REQUIRED WORK
Using the data below, copy every line that contains the word "weight".

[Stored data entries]
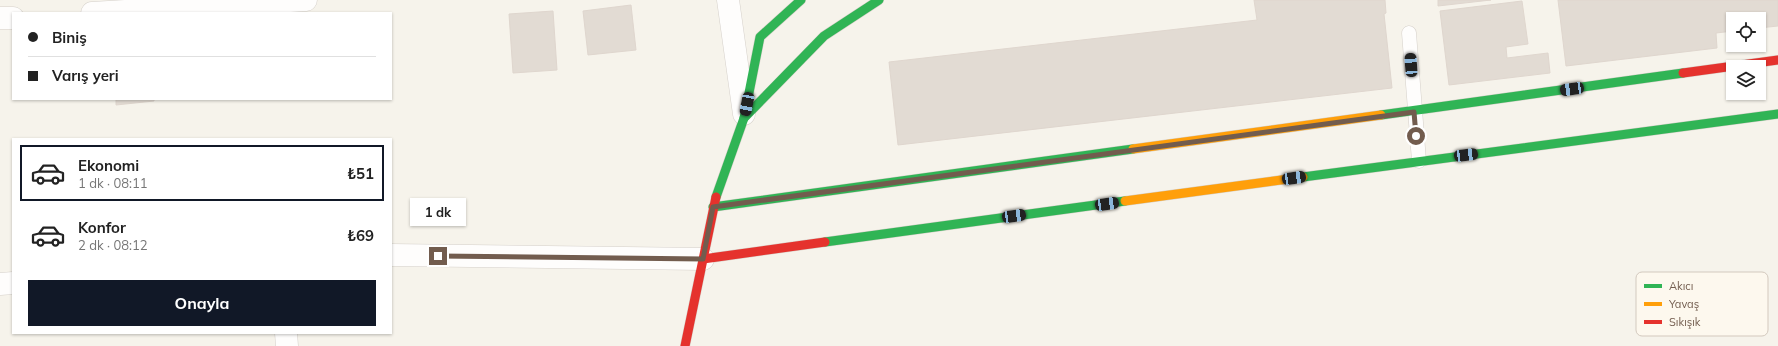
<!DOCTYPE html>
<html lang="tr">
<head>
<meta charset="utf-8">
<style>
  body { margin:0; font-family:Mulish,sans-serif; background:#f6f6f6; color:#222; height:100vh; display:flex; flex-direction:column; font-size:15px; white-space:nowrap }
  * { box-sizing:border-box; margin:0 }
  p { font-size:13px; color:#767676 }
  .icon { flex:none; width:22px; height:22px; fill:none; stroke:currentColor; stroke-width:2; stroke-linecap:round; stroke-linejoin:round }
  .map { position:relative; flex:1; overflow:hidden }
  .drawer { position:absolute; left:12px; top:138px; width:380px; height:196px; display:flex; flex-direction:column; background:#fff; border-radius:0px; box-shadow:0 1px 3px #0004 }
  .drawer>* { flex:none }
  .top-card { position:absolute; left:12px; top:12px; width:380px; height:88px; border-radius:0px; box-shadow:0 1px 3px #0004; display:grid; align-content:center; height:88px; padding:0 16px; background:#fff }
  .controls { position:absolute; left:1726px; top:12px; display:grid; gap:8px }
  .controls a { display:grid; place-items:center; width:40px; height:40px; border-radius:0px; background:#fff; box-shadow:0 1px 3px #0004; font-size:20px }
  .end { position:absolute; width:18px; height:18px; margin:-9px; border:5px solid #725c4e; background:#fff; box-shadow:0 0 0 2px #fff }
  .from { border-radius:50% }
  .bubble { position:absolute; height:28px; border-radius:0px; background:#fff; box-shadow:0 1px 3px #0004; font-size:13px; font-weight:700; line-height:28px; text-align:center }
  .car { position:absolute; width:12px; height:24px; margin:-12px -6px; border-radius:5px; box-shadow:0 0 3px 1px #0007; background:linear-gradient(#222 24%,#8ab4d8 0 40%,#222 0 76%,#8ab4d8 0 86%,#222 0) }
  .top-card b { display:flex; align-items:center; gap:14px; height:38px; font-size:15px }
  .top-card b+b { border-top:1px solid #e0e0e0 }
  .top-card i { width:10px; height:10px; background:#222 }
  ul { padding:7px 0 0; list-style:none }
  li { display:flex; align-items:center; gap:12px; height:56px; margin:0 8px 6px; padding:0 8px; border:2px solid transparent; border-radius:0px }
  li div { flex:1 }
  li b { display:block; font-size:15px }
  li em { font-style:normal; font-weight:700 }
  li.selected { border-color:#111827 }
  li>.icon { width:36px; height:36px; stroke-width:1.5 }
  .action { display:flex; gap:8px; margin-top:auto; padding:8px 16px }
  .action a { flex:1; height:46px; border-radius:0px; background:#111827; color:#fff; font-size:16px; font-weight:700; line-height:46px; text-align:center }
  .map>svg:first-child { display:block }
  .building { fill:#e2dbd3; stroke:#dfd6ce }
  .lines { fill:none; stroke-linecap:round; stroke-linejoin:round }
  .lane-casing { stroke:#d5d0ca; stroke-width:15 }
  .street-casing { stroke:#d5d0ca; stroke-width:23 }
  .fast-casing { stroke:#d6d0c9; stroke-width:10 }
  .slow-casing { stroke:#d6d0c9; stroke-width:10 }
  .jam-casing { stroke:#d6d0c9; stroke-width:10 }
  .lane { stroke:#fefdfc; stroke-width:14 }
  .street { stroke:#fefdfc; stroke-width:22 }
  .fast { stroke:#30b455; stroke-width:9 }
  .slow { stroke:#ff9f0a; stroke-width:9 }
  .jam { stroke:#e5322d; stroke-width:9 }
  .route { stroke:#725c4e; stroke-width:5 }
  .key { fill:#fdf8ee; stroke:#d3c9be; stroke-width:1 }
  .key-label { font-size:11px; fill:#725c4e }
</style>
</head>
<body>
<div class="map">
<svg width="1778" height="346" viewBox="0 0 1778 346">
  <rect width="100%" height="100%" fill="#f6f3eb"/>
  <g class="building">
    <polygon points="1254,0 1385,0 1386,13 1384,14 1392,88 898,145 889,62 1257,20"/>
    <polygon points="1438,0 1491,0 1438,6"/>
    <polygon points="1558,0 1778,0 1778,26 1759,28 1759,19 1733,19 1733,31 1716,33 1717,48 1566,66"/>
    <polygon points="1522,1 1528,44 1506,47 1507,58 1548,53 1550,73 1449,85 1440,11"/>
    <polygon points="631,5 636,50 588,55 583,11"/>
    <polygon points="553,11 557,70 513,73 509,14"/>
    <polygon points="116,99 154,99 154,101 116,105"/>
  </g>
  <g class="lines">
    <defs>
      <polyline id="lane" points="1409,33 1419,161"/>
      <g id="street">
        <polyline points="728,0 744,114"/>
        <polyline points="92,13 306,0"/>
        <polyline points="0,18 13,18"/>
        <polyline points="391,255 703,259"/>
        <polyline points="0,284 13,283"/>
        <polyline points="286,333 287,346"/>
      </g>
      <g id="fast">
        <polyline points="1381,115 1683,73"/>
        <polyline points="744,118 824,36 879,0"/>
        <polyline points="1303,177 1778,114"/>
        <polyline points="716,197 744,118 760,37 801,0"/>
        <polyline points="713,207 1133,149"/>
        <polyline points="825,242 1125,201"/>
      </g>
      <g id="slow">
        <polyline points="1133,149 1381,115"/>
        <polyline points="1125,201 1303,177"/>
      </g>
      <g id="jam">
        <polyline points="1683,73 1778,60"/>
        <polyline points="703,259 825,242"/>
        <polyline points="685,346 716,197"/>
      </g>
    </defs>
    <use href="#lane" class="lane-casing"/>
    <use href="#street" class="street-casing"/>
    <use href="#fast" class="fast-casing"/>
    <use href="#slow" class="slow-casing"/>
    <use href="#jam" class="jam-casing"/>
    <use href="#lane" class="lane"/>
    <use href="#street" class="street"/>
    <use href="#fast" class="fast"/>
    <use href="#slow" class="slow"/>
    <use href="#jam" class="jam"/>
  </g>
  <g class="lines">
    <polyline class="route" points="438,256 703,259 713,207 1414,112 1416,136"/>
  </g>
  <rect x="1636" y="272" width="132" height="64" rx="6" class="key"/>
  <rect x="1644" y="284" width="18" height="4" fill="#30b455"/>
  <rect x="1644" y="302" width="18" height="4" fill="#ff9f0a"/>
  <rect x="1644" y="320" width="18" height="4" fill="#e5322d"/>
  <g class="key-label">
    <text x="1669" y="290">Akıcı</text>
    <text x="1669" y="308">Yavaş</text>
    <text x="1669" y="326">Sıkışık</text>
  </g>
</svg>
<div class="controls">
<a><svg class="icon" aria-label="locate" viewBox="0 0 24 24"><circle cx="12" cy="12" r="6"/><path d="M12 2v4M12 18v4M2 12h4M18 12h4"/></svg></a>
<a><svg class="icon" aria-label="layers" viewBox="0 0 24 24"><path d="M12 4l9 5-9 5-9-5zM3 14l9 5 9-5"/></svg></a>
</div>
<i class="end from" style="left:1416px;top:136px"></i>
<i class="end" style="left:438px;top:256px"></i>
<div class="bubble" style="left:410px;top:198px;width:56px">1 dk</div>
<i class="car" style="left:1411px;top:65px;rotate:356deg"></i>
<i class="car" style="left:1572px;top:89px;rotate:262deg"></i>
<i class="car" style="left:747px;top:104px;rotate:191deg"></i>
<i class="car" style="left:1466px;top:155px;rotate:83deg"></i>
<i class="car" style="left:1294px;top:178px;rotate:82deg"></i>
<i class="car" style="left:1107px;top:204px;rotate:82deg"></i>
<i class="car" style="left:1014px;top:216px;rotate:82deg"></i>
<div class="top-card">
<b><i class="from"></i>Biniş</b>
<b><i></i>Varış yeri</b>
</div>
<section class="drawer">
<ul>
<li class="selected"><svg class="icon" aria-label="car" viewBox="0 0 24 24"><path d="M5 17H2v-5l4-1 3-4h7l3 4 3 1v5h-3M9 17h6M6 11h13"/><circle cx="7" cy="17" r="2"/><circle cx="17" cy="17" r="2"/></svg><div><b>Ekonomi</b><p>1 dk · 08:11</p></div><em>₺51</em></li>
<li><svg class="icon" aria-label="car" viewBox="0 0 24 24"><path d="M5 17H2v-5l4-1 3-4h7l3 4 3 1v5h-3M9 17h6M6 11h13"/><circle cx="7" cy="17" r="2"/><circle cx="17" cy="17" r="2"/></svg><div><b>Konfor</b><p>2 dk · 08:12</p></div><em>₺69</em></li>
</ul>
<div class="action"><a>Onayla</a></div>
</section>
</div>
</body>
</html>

SOLUTION TO THIS PROBLEM
  .bubble { position:absolute; height:28px; border-radius:0px; background:#fff; box-shadow:0 1px 3px #0004; font-size:13px; font-weight:700; line-height:28px; text-align:center }
  li em { font-style:normal; font-weight:700 }
  .action a { flex:1; height:46px; border-radius:0px; background:#111827; color:#fff; font-size:16px; font-weight:700; line-height:46px; text-align:center }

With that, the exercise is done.